Which is the largest of these fractions 1/2, 1/3, 5/12, 3/4, 2/3
To determine which fraction is the largest, we compare the numerators and denominators of each fraction.
1/2: Numerator = 1, Denominator = 2
1/3: Numerator = 1, Denominator = 3
5/12: Numerator = 5, Denominator = 12
3/4: Numerator = 3, Denominator = 4
2/3: Numerator = 2, Denominator = 3
To make the fractions easier to compare, we find the least common denominator (LCD), which is 12 in this case.
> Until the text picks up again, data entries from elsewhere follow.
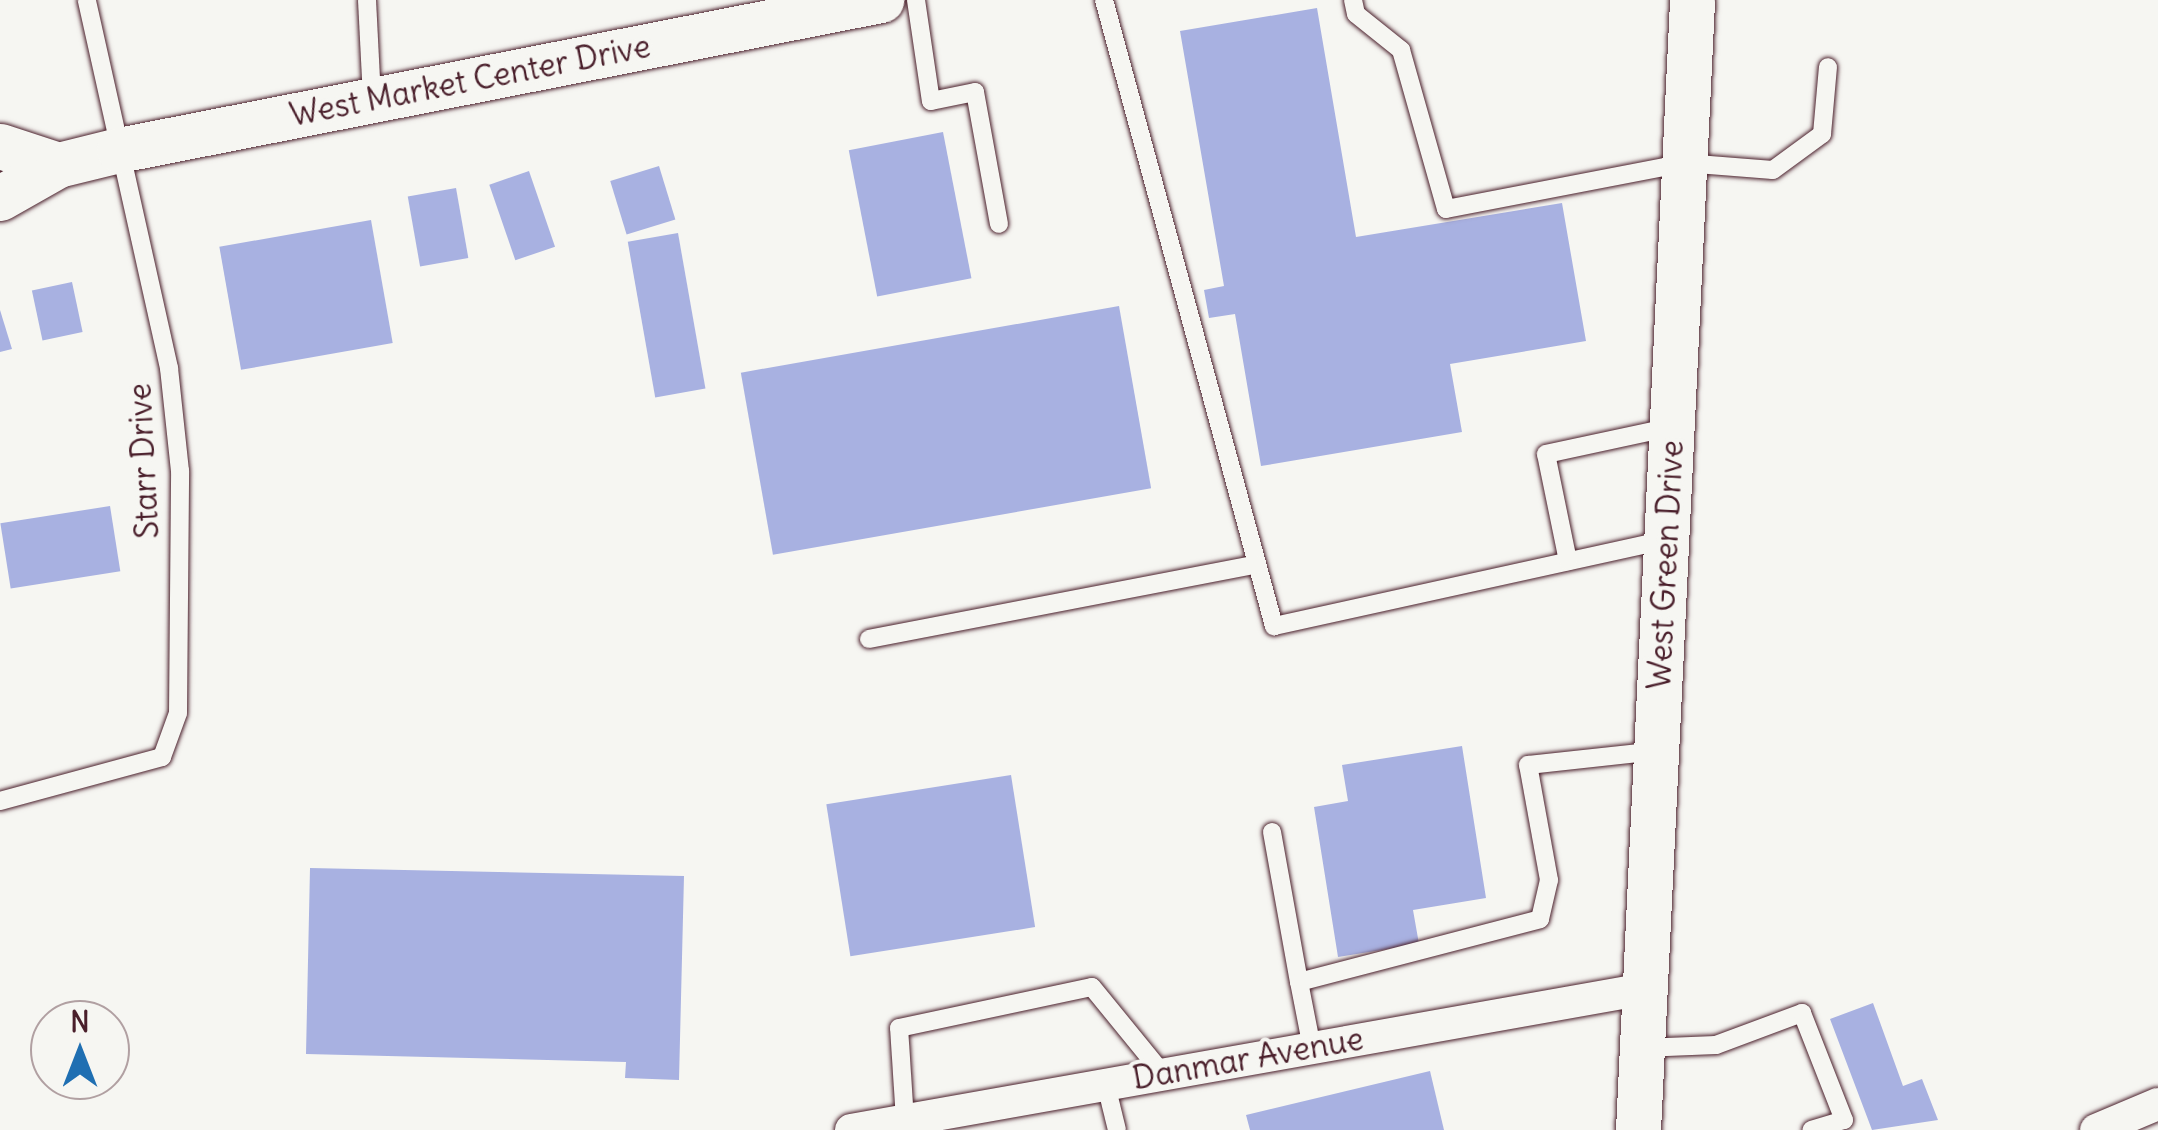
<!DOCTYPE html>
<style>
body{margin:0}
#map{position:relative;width:2158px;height:1130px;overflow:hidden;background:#f6f6f2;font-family:Delius,sans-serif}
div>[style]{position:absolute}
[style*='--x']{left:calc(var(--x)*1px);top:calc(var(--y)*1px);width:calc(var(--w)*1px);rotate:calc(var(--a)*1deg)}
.building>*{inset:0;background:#a8b1e1;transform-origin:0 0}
.roads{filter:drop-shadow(0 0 2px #4a1f2b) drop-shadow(0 0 2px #4a1f2b)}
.lane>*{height:18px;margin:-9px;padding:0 9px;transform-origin:9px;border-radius:9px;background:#f6f6f2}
.street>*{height:32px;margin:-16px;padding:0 16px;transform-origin:16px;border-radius:16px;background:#f6f6f2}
.secondary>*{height:45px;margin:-22.5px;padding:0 22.5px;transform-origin:22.5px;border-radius:22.5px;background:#f6f6f2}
span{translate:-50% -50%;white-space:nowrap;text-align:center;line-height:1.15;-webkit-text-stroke:8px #f6f6f2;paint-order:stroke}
.street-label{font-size:32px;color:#4a1f2b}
.north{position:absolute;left:30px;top:1000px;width:100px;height:100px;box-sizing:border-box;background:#f6f6f2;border:2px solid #b1a0a2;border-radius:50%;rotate:0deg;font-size:28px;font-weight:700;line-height:40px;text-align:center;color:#4a1f2b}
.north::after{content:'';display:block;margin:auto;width:35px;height:45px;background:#1f6fb2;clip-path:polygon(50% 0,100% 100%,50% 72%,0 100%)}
</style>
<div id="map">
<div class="building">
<i style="clip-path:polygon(1317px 8px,1356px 237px,1562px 203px,1586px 341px,1450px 364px,1462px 432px,1261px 466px,1235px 314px,1209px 318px,1204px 290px,1224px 286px,1180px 31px)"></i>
<i style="left:943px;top:132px;width:149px;height:96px;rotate:79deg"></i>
<i style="left:659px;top:166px;width:56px;height:51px;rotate:73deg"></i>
<i style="left:529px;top:171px;width:80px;height:42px;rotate:71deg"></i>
<i style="left:456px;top:188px;width:71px;height:49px;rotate:80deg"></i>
<i style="left:371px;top:220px;width:125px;height:154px;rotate:80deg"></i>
<i style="left:678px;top:233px;width:158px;height:51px;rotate:80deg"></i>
<i style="left:72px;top:282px;width:51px;height:41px;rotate:78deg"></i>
<i style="left:1119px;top:306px;width:185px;height:384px;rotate:80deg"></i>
<i style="clip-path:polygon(0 310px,12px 349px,0 352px)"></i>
<i style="left:110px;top:506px;width:66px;height:111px;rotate:81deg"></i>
<i style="clip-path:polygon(1462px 746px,1486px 898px,1413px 910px,1419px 944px,1338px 957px,1314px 807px,1348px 801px,1342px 765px)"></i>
<i style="left:1011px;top:775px;width:154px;height:187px;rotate:81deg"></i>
<i style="clip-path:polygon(310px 868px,684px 876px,679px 1080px,625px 1078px,626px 1062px,306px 1054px)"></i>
<i style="clip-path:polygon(1873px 1003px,1903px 1086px,1922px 1079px,1938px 1120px,1872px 1130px,1830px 1019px)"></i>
<i style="clip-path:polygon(1430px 1071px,1444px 1130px,1250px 1130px,1246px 1115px)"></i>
</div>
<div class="roads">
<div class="lane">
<i style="--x:367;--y:0;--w:100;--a:87.1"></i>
<i style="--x:916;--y:0;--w:102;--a:81.6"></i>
<i style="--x:931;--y:101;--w:45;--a:-11.6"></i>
<i style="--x:975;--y:92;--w:134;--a:79.7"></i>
<i style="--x:1104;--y:0;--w:649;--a:74.81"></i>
<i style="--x:1274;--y:626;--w:400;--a:-12.4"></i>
<i style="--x:1353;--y:0;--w:14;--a:78"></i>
<i style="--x:1356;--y:14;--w:58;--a:38.7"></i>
<i style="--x:1401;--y:50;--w:165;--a:74.2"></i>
<i style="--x:1446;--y:209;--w:242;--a:-10.9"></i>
<i style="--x:1684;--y:163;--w:89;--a:4.5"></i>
<i style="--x:1773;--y:170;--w:61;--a:-36.3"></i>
<i style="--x:1822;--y:134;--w:67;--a:-84.9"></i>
<i style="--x:1568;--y:561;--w:109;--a:-101.6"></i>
<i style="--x:1546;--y:454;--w:129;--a:-12.1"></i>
<i style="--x:869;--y:639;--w:395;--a:-10.9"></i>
<i style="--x:0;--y:801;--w:168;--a:-15.2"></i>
<i style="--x:162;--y:757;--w:47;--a:-70"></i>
<i style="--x:178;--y:713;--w:242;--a:-89.5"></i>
<i style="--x:180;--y:471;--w:104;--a:-96.1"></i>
<i style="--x:169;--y:368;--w:377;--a:-102.6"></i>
<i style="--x:1272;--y:832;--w:152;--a:79.8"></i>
<i style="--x:1312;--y:1048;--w:67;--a:-101.1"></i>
<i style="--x:1299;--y:982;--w:249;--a:-14.6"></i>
<i style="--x:1540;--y:919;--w:40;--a:-77"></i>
<i style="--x:1549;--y:880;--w:117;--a:-100.3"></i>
<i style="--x:1528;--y:765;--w:129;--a:-6.2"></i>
<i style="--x:1642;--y:1048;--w:74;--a:-2.3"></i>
<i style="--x:1716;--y:1045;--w:92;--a:-20.4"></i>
<i style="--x:1802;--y:1013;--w:115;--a:68.6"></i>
<i style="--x:1844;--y:1120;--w:34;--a:163"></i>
<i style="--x:1106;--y:1085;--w:46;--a:76.3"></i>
<i style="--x:905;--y:1120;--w:92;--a:-93.7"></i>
<i style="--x:899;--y:1028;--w:197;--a:-12"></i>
<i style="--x:1092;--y:987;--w:112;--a:50.8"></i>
</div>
<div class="street">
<i style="--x:851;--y:1130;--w:806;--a:-10.07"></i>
<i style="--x:2096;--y:1130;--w:67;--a:-22.8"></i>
</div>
<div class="secondary">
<i style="--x:0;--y:146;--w:61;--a:18.1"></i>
<i style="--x:0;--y:198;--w:67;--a:-29.6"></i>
<i style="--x:58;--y:165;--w:63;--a:-13.8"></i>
<i style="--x:119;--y:150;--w:777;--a:-11.14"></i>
<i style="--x:1638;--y:1130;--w:1131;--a:-87.26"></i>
</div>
</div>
<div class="street-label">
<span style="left:470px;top:81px;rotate:-11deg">West Market Center Drive</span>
<span style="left:144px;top:461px;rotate:-93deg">Starr Drive</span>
<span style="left:1666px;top:565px;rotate:-87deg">West Green Drive</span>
<span style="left:1248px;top:1059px;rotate:-10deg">Danmar Avenue</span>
</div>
<div class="north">N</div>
</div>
Then, we convert each fraction to have the same denominator:
1/2 = 6/12
1/3 = 4/12
5/12 = 5/12 (already in the desired form)
3/4 = 9/12
2/3 = 8/12
Now, we can see that the largest fraction among these is 9/12. Therefore, \boxed{3/4} is the largest fraction.
To determine the largest fraction among 1/2, 1/3, 5/12, 3/4, and 2/3, first, we can convert all of these fractions to have the same denominator. The common denominator of these fractions is 12.
1/2 is equivalent to 6/12 (multiplied numerator and denominator by 6).
1/3 is equivalent to 4/12 (multiplied numerator and denominator by 4).
5/12 remains as it is.
3/4 is equivalent to 9/12 (multiplied numerator and denominator by 3).
2/3 is equivalent to 8/12 (multiplied numerator and denominator by 4).
Now, we have the fractions:
6/12, 4/12, 5/12, 9/12, and 8/12.
Comparing these fractions, we can see that 9/12 is the largest fraction among them.